A recession can only go as low as the trough, where stops and the reverse begin. Economic recovery is initiated whereby things start rebounding sharply from the bottom, picking an upward trend. There is a visible increase in GDP growth and the acceleration of aggregate demand. Consumer's confidence in economic growth is restored as the start taking advantage of low-interest rates.
At this point, the economic cycle hits its peak, where rosy prospects and increasing prospects lure firms to allocate more funds in business expansion. Amid the rising demand, monetary policies come in it to increase interest rates and control the borrowing trends.
Just like the term suggests, utilization has reached the cycle peaks, and economic gaps change to positive. In this case, the economy is running beyond its expected limit, where its limited capacity constraints any further acceleration, which results in the economy achieve positive but decelerating growth. Monetary policies become stricter to avoid economic overheating.
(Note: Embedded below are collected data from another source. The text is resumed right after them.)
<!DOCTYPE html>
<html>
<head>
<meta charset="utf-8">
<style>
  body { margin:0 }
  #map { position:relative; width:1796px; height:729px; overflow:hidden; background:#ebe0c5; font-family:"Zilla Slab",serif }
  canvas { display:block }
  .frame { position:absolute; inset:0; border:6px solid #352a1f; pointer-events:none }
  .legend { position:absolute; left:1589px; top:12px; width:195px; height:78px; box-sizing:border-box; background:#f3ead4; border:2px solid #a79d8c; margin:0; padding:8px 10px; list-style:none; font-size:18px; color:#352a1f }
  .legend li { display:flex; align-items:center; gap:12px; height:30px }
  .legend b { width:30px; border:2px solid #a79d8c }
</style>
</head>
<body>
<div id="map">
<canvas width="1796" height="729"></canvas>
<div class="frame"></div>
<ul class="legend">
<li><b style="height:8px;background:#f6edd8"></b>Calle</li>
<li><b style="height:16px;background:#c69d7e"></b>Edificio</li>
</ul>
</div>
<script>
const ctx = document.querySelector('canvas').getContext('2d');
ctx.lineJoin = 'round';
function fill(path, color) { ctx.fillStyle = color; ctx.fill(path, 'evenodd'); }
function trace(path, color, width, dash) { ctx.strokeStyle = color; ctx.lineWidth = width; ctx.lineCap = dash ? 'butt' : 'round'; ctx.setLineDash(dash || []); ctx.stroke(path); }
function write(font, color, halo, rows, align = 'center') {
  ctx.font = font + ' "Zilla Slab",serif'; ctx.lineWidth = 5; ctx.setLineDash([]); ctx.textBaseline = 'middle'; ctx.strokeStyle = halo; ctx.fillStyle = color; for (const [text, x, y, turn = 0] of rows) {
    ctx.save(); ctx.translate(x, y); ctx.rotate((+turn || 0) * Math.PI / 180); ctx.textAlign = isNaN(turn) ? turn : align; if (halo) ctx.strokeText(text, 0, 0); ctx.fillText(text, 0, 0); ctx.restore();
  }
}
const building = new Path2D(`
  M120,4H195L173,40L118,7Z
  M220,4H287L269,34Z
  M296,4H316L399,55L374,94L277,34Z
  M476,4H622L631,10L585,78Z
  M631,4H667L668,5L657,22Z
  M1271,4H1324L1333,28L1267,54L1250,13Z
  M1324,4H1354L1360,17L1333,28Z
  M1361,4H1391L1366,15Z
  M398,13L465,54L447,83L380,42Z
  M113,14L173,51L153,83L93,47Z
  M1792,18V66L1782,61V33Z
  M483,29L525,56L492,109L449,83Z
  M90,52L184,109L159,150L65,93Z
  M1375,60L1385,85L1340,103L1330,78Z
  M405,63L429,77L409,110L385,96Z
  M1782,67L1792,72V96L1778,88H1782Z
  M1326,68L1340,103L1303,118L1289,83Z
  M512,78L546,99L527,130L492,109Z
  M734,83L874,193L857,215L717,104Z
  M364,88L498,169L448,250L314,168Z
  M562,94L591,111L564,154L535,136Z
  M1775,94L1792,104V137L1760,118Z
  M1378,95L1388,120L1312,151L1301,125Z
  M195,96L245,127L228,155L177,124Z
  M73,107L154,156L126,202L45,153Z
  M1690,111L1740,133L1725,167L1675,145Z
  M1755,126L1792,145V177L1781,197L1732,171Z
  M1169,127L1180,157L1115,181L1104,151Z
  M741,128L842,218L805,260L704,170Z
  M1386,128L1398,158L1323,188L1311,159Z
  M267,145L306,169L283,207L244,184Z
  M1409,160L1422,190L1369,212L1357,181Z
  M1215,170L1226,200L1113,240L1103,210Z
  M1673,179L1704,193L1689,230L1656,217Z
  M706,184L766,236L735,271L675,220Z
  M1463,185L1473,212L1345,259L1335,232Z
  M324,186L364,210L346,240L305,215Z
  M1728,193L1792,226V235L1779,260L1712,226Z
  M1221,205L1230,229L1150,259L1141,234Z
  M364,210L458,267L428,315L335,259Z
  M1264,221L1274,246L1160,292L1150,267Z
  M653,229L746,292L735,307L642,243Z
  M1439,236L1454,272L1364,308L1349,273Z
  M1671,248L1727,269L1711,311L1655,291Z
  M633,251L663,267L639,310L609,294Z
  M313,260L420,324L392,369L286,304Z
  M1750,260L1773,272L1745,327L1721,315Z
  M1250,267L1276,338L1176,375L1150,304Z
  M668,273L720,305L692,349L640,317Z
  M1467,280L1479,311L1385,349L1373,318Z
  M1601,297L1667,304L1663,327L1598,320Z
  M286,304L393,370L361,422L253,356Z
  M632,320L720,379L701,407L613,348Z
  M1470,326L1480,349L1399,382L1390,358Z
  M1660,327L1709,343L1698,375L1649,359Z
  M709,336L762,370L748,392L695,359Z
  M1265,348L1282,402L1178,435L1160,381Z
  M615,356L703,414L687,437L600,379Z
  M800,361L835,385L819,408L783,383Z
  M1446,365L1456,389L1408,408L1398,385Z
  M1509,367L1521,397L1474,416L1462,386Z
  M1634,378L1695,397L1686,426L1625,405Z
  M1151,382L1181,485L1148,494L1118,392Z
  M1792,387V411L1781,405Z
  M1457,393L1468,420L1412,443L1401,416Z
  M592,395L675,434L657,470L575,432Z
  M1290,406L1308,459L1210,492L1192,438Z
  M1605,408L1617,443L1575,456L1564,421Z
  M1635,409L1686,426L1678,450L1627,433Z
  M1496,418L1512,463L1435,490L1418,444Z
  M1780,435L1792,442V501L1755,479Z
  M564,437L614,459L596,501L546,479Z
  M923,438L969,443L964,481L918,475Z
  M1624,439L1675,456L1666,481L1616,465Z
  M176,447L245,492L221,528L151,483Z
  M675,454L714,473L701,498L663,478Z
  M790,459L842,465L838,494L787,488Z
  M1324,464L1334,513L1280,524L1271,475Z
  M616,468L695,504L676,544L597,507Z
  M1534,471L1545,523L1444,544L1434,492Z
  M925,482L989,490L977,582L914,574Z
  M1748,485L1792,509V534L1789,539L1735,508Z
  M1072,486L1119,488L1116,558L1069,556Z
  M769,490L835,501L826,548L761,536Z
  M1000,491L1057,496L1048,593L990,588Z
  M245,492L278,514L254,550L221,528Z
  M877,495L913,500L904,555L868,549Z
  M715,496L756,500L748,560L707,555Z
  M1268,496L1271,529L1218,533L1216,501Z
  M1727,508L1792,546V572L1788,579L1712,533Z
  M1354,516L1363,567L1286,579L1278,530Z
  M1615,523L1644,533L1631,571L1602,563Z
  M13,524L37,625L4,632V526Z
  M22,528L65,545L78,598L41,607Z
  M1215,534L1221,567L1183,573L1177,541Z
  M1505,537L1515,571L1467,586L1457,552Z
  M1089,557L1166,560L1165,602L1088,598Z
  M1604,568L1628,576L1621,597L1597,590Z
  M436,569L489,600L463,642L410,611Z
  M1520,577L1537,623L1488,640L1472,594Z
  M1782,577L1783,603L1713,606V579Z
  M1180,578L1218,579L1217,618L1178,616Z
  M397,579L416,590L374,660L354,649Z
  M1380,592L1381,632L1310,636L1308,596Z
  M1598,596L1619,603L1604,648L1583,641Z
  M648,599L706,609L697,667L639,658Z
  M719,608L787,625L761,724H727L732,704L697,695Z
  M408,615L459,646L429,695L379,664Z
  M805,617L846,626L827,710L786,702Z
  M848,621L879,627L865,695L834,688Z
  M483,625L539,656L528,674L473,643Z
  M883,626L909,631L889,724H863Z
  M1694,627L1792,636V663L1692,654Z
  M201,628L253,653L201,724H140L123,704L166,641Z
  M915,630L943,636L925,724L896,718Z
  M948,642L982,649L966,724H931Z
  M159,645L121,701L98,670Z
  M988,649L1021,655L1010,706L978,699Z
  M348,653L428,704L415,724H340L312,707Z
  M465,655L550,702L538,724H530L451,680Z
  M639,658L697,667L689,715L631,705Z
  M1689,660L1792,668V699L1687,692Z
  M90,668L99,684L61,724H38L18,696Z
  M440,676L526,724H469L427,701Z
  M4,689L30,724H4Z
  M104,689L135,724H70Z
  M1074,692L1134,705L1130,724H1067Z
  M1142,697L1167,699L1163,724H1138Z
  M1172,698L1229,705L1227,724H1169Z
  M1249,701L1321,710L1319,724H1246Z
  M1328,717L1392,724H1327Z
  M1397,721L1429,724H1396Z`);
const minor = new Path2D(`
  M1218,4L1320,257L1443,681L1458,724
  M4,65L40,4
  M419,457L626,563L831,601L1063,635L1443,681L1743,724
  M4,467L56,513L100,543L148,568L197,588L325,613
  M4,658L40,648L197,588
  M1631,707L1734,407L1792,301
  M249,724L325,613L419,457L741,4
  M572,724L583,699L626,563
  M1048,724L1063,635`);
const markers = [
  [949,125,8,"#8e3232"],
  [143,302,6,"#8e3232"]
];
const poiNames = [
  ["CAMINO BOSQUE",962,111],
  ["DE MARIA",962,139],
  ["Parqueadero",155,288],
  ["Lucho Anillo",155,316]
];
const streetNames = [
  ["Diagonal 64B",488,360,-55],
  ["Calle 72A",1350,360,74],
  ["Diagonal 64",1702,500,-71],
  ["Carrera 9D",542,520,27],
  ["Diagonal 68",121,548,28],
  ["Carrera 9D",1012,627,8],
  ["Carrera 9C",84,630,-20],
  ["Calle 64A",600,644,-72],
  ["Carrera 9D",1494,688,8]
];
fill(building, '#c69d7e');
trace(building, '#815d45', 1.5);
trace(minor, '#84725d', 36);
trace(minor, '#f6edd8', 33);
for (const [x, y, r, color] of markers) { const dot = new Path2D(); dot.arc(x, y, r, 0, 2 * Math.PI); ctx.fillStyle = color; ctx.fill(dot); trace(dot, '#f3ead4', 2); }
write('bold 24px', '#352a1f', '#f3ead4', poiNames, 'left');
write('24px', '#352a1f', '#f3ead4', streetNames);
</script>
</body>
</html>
Each of these stages comes with different needs for the consumers and the producers alike. When the economy is booming, everyone becomes free to take advantage of the available resources amidst technological advancement. When deceleration begins, and input costs increase, corporate profitability faces more pressure; hence it will remain positive but slower. Based on capacity and efficiency constraints, firms may choose to spend more on capital expenditure in reaction to expanding demand. Still, there is always less enthusiasm in Capex deployment and rising production. This is the time when investors take more defensive as the overall market starts turning to the worst. Since they are reducing their allocation to the economically sensitive sectors, Health Care and Consumer Staples will perform outperformance as Consumer Discretionary and Real Estate Industrial underperform.
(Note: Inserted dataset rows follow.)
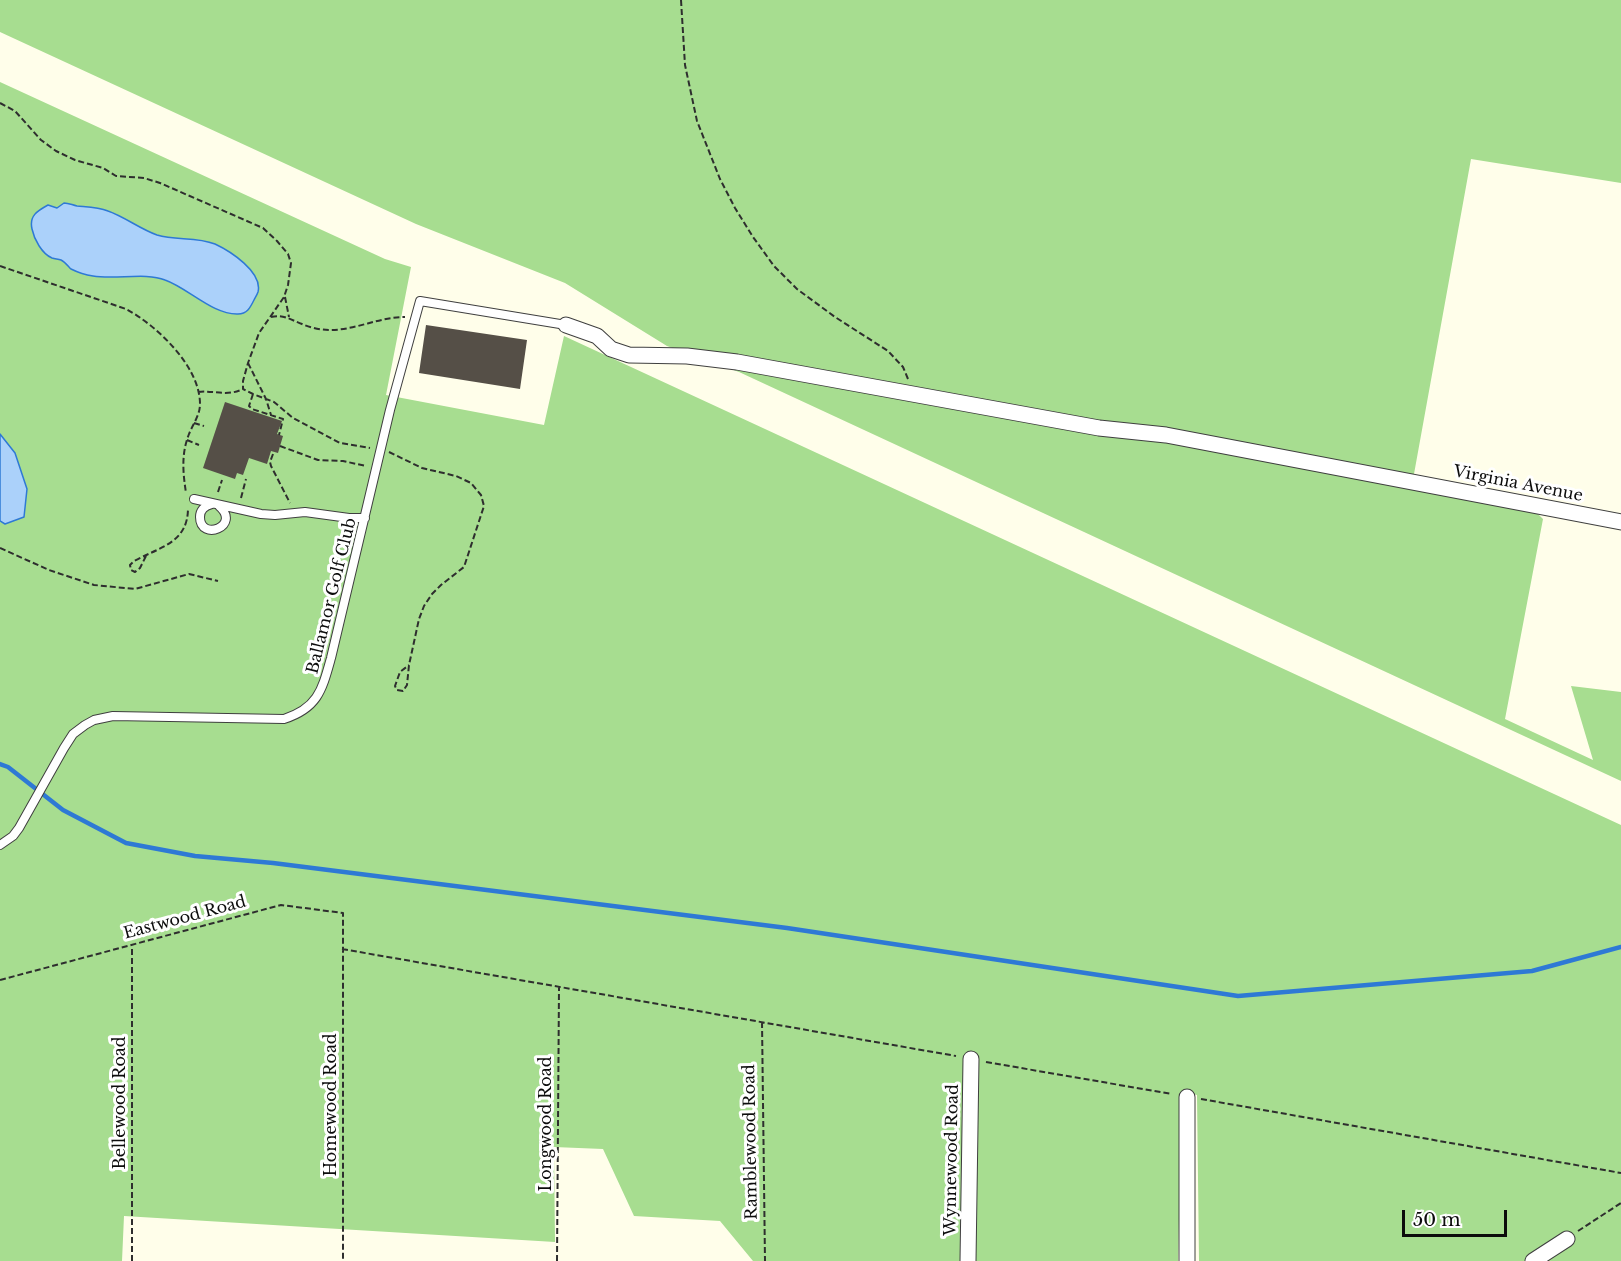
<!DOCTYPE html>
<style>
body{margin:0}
#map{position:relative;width:1621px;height:1261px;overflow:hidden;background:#fffeea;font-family:"Libre Baskerville",serif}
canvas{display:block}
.scale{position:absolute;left:1402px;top:1210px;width:105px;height:27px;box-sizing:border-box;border:3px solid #0c0c0c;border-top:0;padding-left:8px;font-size:18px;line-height:21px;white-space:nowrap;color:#0c0c0c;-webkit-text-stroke:4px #fff;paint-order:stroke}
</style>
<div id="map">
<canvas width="1621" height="1261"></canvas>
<div class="scale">50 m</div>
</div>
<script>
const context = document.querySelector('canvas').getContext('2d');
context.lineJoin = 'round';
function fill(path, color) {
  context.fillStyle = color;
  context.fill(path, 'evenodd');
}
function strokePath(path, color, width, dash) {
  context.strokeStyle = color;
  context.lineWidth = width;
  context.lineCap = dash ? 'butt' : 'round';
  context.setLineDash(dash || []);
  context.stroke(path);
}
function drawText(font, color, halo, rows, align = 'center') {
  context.font = font + ' "Libre Baskerville",serif';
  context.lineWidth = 6;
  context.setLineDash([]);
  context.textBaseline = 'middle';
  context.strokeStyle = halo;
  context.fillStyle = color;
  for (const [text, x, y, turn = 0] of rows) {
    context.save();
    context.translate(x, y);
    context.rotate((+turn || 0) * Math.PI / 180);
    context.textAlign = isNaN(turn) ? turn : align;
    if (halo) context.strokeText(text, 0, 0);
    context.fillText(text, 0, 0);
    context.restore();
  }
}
fill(new Path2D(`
 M0 0H1621V183L1471 159 1412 485 1531 507 1543 519 1505 719 1593 760 1571 686 1621 692V781L739 372 667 346 565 283 416 224 0 32Z
 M0 82 385 259 411 267 386 395 544 425 564 336 1621 825V1261H1199L1197 1095 1182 1091 1178 1261H753L720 1221 634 1216 603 1149 554 1147 555 1242 124 1216 122 1261H0Z`), '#a7dd90');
const water = new Path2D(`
 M64 203C69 203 72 205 77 206 88 207 98 207 108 211 125 217 140 229 157 235 176 241 196 236 215 244 230 251 263 272 258 292 257 295 255 298 254 300 250 308 247 314 238 314 213 315 188 288 165 280 146 272 115 280 93 276 86 275 77 272 71 269 68 266 65 262 61 260 58 259 55 259 52 258 42 254 34 239 32 229 29 216 37 211 48 205L57 208Z
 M0 434 15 453 27 489 24 517 5 524 0 521Z`);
fill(water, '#abd1fa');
strokePath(water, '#2e79d5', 1.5);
strokePath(new Path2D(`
 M0 764 8 767 63 810 126 843 195 856 273 863 787 928 1238 996 1532 971 1621 947`), '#2e79d5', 4.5);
fill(new Path2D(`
 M426 325 527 340 520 389 419 373Z
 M225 402 282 421 277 434 283 436 278 453 271 451 267 464 249 458 243 475 237 473 235 479 203 468Z`), '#554f47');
const lane = new Path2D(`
 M194 499 261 514 275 515 305 512 349 518H365
 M212 504C205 506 200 509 200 517 200 542 242 526 219 506
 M0 845 13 836 19 828 64 748 73 734 85 725 94 720 113 716 284 719C318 708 322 690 331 658L390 410 420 301 566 325`);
const street = new Path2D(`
 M566 325 597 336 611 349 629 355 687 356 737 362 1099 428 1166 435 1621 522
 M1187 1097V1261
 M968 1261 971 1059
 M1533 1261 1567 1239`);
strokePath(lane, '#3f3f3f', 10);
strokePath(street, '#3f3f3f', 17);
strokePath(new Path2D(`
 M681 0 685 65 697 121 720 179 735 208 753 237 774 266 797 289 835 317 888 351 903 367 908 379
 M0 103 15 111 41 140 56 151 75 160 103 168 116 176 144 178 160 183 263 228 277 241 288 254 291 263 288 285 284 297 259 333 248 363 243 381V389L253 394 274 402 293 418 340 443 370 448
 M0 266 126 309C156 325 200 366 200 404 200 415 193 424 189 434 181 454 183 473 186 493
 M285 297 289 317
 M271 317C284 314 291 320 302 324 311 328 321 330 330 330 356 330 379 317 405 317
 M248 363 266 399 271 415
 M198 392C215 390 226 397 243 389
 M253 394 249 406 252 409 283 419 279 435
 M194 423 204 426
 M187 440 199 445
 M280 446 318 460 343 461 366 466
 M389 452 422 468 456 476 471 483 481 495 484 506 464 567 441 585 432 594 424 606 419 619 409 665 407 685 403 691 397 690 395 686 400 672 409 665
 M273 454 270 462 271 466 290 503
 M218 492 222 480
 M241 498 246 479
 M0 548 49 570 94 585 135 589 189 574 218 581
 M146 556 140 568 135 572 131 570 130 565 134 561C160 547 188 543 188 508
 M342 949 956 1056
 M0 980 281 905 343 913V1261
 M762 1022 765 1261
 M986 1062 1172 1094
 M1201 1099 1621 1173
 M1578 1231 1621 1203
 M132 1261V945
 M557 1261 559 987`), '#2e2e2e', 2, [6, 3]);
strokePath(lane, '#fff', 8);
strokePath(street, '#fff', 15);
drawText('16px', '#0c0c0c', '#fff', [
 ["Virginia Avenue",1518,484,11],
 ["Ballamor Golf Club",332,596,-76],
 ["Eastwood Road",185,918,-15],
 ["Bellewood Road",120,1103,-90],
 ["Homewood Road",331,1105,-90],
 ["Longwood Road",546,1124,-90],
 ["Ramblewood Road",751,1142,-91],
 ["Wynnewood Road",952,1160,-89]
]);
</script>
The most anticipate performers during any stage of economic cycles are materials and energy. They come under certain expectations during slowdowns, as well as positive inputs, whereby they determine prices of oil and basic needs.
In the US economy, the energy did have never feature in either the top three or bottom three sectors during any cycle, which shows it may not be susceptible in its economic cycles. Still, it is in many other parts of the world. When oil prices go up, energy companies stand to gain more profits. Based on the fungibility of the industry and how it is connected to the global commodity market, worldwide demand-supply trends affect how these firms profit.
In the 1990s, there was a wide emergence of state-controlled chemicals and mining companies in developing nations, which great effected producers and miners from the US market, taking away from the great market shares and pricing power. So, the demand for materials may still be high at a certain stage, but the prices may not be as high. In other words, demand and supply for materials have a significant impact on business cycle analysis.
Business cycles are not something anyone can avoid. But if firms and individuals understand what causes them and how to live through, they would not feel its impacts. Knowledge makes everything seem much simpler.